Sunday, May 20, 2007

"I told you forever
I love you forever
I told you I love you
I love you forever
You might have laughed if I told you
You might have hidden a frown
You might have succeeded in changing me
I might have been turned around
It's easier to leave than to be left behind
Leaving was never my proud..."


Here I am, on the eve of my graduation. I promised myself I wouldn't get worked up over this. "It's like a surfeit of good food and wine," I told myself. "You're full. You're satisfied. You're ready to push back from the table with a satisfied sigh."

And I am. I am ready. I know it, and William & Mary knows it. (Hence my leaving.)

But tonight, in the midst of a bunch of inside jokes that only a student of this college who has laughed, cried, sweated, and bled through four years of their life here can get, the professor addressing us at the candlelit ceremony said something serious. He said (and I paraphrase), "You're coming to a point in your life where experience fades into memory, where some friendships leave off. You have to come to terms with the fact that only a few of the folks you knew here will continue the journey with you."
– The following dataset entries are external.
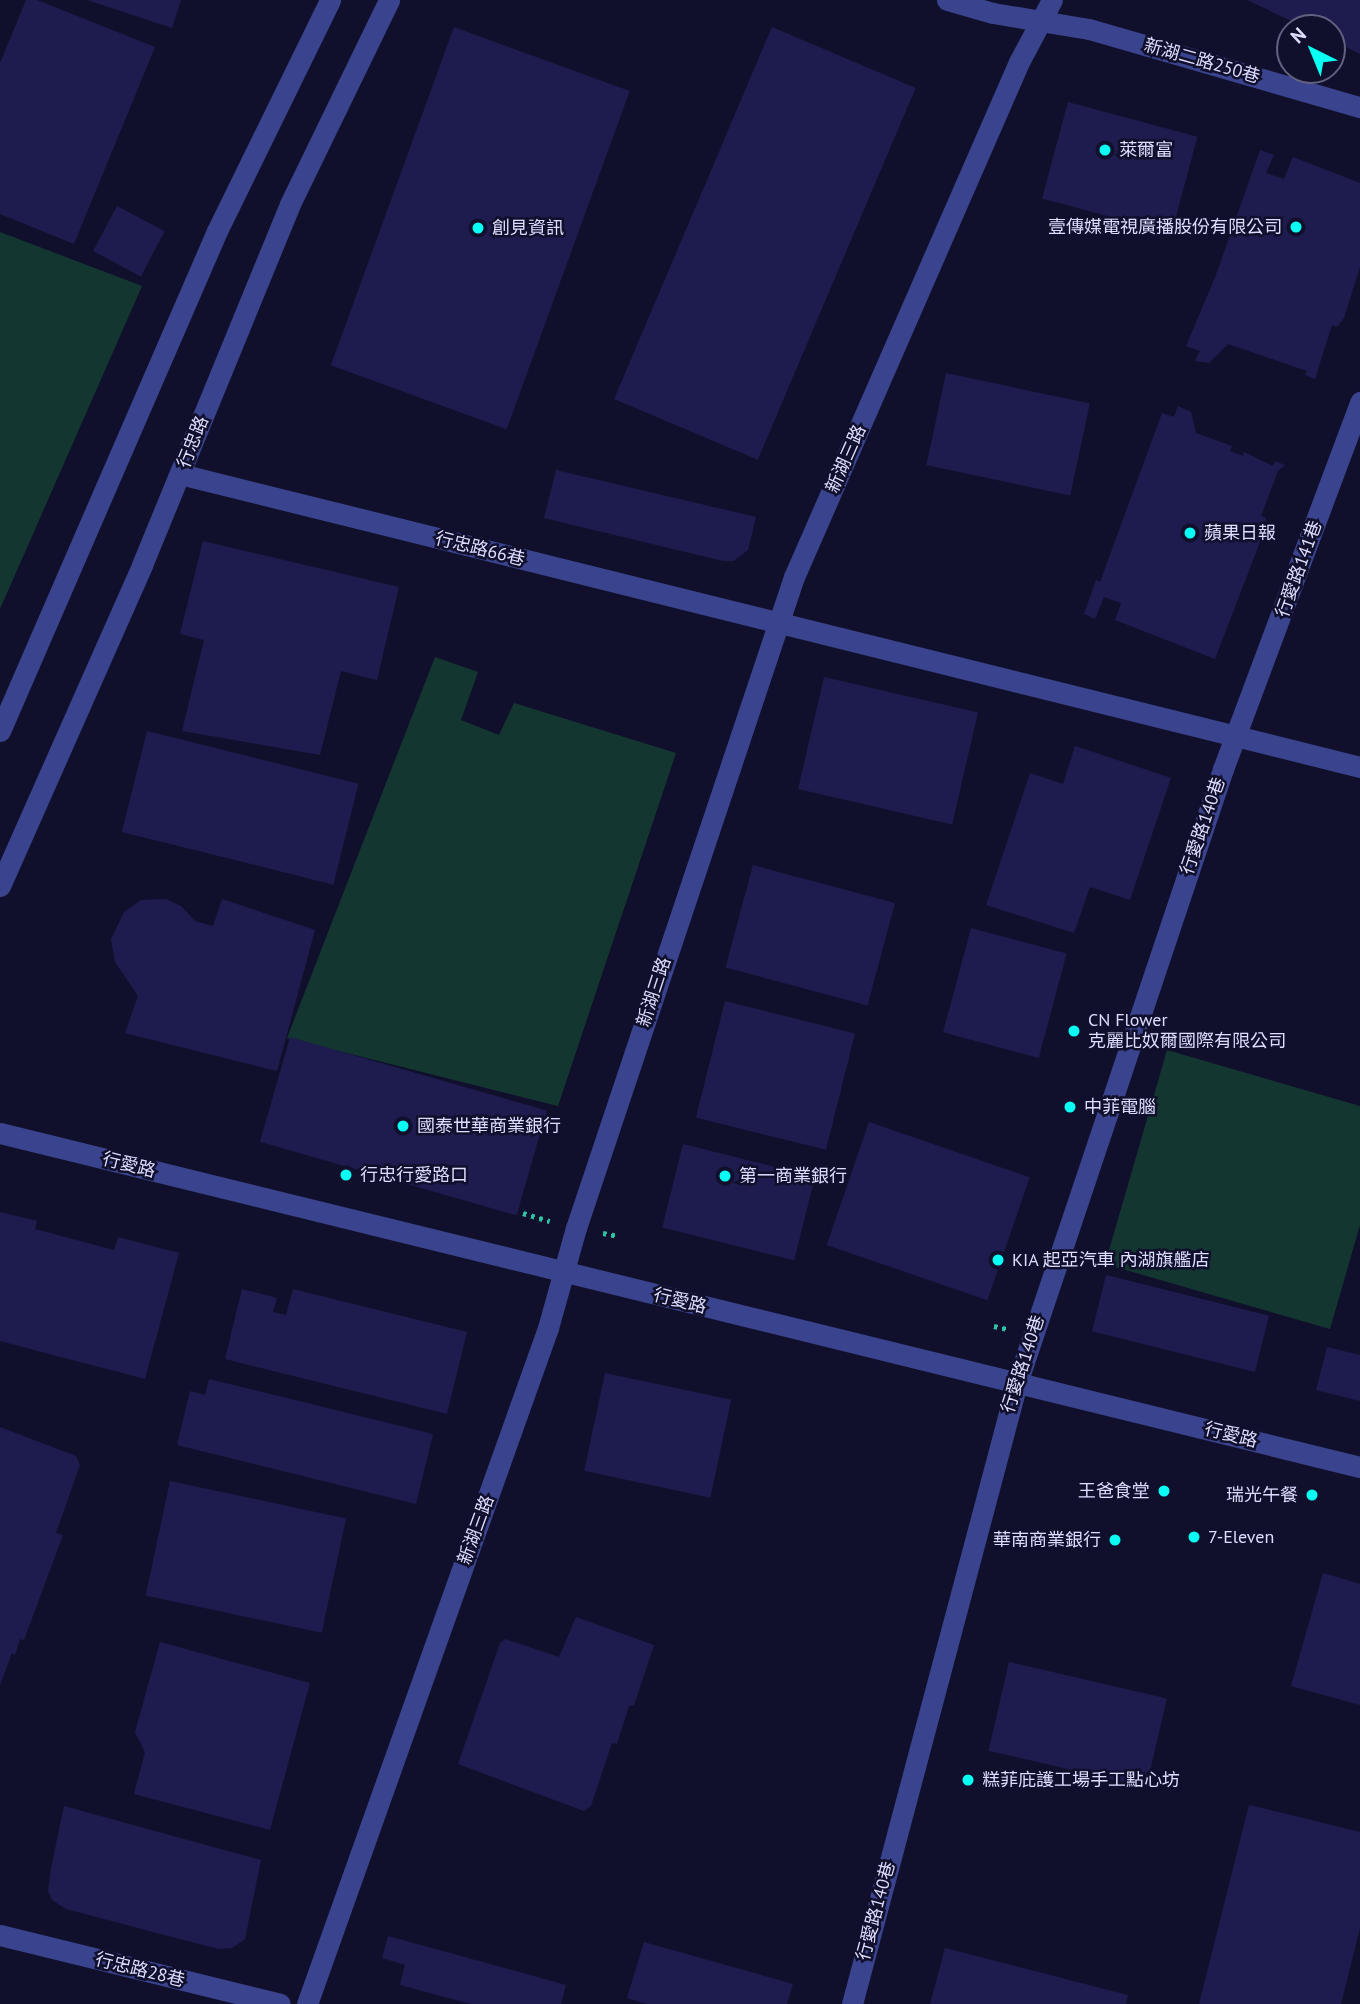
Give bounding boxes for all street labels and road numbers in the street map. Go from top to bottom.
street label: 新湖二路250巷 [1142,34,1262,88]
street label: 行忠路 [173,413,213,471]
street label: 新湖三路 [821,422,871,496]
street label: 行愛路141巷 [1272,518,1326,620]
street label: 行忠路66巷 [433,527,527,571]
street label: 行愛路140巷 [1176,775,1230,877]
street label: 新湖三路 [633,954,675,1030]
street label: 行愛路 [100,1148,158,1182]
street label: 行愛路 [651,1284,709,1318]
street label: 行愛路140巷 [997,1312,1049,1416]
street label: 行愛路 [1202,1418,1260,1452]
street label: 新湖三路 [454,1492,498,1568]
street label: 行愛路140巷 [852,1859,900,1963]
street label: 行忠路28巷 [93,1948,187,1992]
And it hit me all at once that some of those friendships, those connections that I treasure as individual gems, have already ended without me even getting to say goodbye. Sure, I'll see some people when I come back next year to visit, but we're kidding ourselves if we think it's going to be the same. There is a gap that presents itself after every leaving. I've left home and felt the lack too keenly to think differently.
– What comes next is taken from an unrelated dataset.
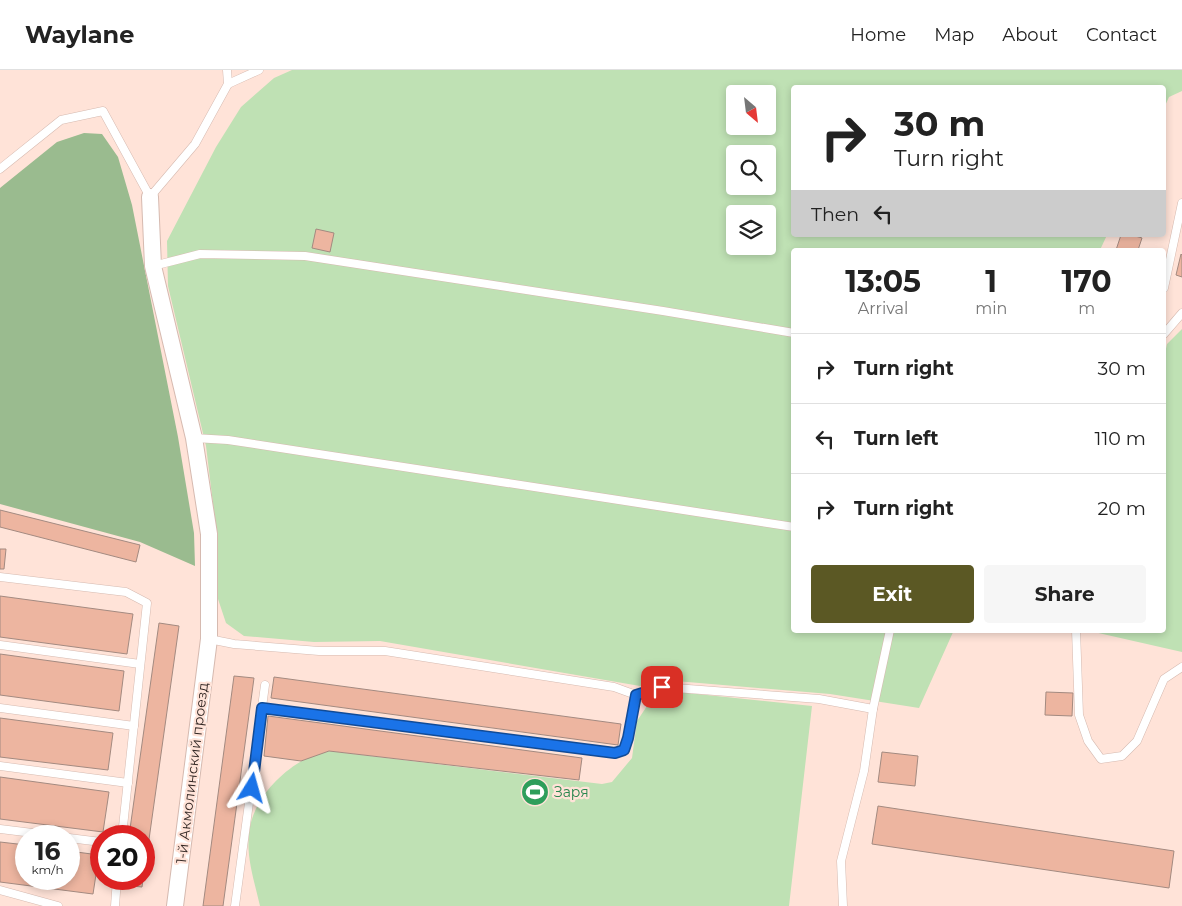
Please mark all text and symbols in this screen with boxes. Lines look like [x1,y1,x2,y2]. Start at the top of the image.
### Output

And on the heels of that came the thought that, in thirty years, the people that have been left behind from this crucible of change will be a photograph in my memory through the colored lens of time. Maybe I'll see their faces in a picture I took my freshman year and feel a twinge, the re-awakening of some long-forgotten feeling, the same feeling I get when I flip through a middle school yearbook and see a picture of friends I used to know and people I used to love. And, like now, I doubt I'll feel any real pain over it.

They say some things seem easier in retrospect. Right now it feels like the corollary is that they seem more painful in advance.